The Mombasa bomb attack could not have come at a worse time for Kenyans.

People are already anxious about life after 27 December, when general elections end President Daniel arap Moi's long rule and usher in a new leader.


If you break a cup once, it is an accident; twice is carelessness

No-one knows who that new leader will be or whether he will be voted in peacefully.

The last thing Kenyans needed was more violence and uncertainty.

When Sulami Yehudi saw his Paradise Hotel in Mombasa go up in smoke on Thursday, other hoteliers at the popular tourist resort held their collective breath.

Economic fears

They fear their peak Christmas season profit dreams could also go up in a huge cloud of smoke in the form of hotel booking cancellations.

Kenyan soldier outside bombed hotel
Once again Kenyans bore the brunt of the casualties
So big is this fear that one of the first calls I received on Thursday from coastal Kenya was not from a Kenyan reeling from the shock of the bomb attack but a Kenya tourism industry operator.

She wanted the media not to name her town of Malindi, which is about an hour's drive from Mombasa, in relation to the site of the bombing.

Today, yet another extremely concerned caller asked me if the BBC would consider broadcasting television commercials to show Kenya is still a great tourist destination despite the bomb attack.

That is how fragile Mombasa is.

Tourism is a key source of foreign exchange earnings for Kenya and Mombasa with its string of hotels dotting the Indian ocean coast line is what attracts the tourist dollar.

But over the years business has been far from good.

Bad old days

In 1997 politically instigated violence in Mombasa just before that year's general elections saw tourism dip in the face of insecurity.

Israelis leaving
Will the tourists return?
A year later, Kenya was the target of a major terrorist attack at the American embassy in Nairobi.

All this coupled with the global downturn in travel following the 11 September attacks in America, left Kenyan tourism struggling.

However, in recent months things have looked up, and the visitors have gradually returned.
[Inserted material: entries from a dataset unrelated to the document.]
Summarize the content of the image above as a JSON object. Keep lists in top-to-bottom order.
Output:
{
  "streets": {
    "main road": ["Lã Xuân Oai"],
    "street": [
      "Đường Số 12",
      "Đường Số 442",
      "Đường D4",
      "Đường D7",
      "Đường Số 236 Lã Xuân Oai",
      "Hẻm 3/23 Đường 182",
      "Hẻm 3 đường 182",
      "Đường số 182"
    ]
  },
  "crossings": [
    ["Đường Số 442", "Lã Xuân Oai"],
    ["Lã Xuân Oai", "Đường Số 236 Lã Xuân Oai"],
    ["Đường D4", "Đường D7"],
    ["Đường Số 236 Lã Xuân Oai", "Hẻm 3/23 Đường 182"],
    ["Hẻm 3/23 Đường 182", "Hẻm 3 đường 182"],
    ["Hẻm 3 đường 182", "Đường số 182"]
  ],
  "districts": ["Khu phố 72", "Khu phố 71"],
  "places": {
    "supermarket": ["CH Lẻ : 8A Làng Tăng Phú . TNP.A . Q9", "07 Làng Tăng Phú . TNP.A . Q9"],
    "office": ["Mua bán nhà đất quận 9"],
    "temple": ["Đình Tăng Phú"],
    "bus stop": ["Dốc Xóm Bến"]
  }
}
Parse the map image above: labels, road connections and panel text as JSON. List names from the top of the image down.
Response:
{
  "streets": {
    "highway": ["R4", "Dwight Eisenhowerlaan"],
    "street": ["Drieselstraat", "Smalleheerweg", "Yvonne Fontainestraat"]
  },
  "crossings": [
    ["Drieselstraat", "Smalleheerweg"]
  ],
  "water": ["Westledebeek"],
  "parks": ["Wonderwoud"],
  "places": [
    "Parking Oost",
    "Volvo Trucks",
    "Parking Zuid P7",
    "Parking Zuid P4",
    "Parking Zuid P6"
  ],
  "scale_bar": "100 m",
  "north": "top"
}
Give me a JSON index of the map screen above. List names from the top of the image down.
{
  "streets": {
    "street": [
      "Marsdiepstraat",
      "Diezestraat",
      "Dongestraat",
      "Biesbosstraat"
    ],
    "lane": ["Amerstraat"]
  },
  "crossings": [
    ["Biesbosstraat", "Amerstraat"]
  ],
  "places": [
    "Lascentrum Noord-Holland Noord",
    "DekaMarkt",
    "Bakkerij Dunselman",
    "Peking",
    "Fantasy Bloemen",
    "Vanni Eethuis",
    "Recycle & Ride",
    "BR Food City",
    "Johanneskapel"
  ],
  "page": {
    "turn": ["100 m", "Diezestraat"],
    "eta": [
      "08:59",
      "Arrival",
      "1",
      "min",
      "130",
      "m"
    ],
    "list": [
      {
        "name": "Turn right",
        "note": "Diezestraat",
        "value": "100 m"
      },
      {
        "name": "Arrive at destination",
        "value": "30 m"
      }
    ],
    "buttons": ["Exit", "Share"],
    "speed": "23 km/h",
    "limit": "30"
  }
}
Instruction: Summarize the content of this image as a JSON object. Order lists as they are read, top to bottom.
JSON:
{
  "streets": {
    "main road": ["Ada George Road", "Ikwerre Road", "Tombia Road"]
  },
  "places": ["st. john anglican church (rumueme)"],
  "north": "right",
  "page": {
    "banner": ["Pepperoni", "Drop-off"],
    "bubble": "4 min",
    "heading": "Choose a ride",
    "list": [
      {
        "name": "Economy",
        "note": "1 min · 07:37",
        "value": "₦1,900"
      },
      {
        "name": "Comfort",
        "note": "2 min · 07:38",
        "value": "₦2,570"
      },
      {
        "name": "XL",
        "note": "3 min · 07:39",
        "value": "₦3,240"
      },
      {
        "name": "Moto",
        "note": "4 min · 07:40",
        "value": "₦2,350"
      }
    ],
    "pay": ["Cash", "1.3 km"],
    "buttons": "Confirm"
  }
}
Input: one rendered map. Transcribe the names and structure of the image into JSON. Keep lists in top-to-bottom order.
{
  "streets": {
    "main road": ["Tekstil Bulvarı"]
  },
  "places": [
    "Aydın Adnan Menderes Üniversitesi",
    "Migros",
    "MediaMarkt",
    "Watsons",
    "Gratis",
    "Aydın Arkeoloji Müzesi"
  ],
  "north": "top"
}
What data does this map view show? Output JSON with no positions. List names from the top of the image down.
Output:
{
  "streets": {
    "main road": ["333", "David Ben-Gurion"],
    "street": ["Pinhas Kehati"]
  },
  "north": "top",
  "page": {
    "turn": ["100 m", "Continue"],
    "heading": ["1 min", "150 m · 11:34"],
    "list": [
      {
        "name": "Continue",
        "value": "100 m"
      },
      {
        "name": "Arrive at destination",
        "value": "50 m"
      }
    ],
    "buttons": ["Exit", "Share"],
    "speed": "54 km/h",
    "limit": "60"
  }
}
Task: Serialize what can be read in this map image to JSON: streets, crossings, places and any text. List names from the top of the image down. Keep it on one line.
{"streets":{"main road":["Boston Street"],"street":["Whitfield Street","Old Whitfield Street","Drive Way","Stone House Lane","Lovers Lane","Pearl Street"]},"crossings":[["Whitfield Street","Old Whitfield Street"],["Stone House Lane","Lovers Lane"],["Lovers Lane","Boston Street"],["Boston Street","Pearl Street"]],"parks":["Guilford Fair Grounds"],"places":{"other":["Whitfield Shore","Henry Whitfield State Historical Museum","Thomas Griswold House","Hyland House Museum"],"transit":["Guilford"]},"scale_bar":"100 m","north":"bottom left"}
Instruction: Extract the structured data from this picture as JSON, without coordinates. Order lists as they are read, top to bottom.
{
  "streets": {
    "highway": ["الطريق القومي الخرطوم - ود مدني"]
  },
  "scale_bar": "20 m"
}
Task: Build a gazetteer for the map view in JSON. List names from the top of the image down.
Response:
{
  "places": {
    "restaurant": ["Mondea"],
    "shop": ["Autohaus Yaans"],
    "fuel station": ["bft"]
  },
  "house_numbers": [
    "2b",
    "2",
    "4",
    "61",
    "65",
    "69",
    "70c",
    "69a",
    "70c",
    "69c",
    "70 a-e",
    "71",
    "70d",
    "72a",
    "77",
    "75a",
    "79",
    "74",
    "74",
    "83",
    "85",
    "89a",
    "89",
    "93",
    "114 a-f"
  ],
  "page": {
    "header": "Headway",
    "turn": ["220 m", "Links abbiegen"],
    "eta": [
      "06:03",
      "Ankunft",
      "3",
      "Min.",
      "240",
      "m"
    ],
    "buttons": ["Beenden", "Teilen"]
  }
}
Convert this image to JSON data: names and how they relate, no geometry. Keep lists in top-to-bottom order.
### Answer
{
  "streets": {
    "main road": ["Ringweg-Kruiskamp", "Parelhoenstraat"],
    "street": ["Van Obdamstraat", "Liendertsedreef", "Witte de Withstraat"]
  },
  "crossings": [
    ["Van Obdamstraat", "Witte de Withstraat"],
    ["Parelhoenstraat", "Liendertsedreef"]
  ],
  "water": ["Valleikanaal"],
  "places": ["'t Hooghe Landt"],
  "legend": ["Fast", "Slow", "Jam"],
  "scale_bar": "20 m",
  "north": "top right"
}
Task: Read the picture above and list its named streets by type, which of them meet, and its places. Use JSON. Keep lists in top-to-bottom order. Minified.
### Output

Now following the bomb explosion at the Paradise Hotel and the attempted missile attack on an Israeli tourist flight on Thursday, Mombasa residents fear they may yet go back to the days of watching the skies in anticipation of the arrival of special charter flights ferrying in tourists from overseas.

If the flights dry up, so too might food disappear from the tables of the hundreds of thousands of people who rely on tourism for their livelihood.

Careless

There is a saying in Kenya that if you break a cup once, it is an accident; twice is carelessness.

Many Kenyans feel the 1998 US embassy bombing in Kenya was a tragic accident that paid them an unwelcome visit, but the latest attack in Mombasa is prompting more worrying questions:

Has Kenya become a natural vulnerable target for international terrorism or is a cell developing locally with outside links to terrorism?

Is the ease with which terror weapons find their way into Kenya an indication of a country with fragile security or are the security organs too laid back?

A lot of soul searching is now going on to find answers to these and other questions arising out of Thursday's, as well as the 1998 terror attacks.

Kenyans everywhere are wondering aloud: "Why us?".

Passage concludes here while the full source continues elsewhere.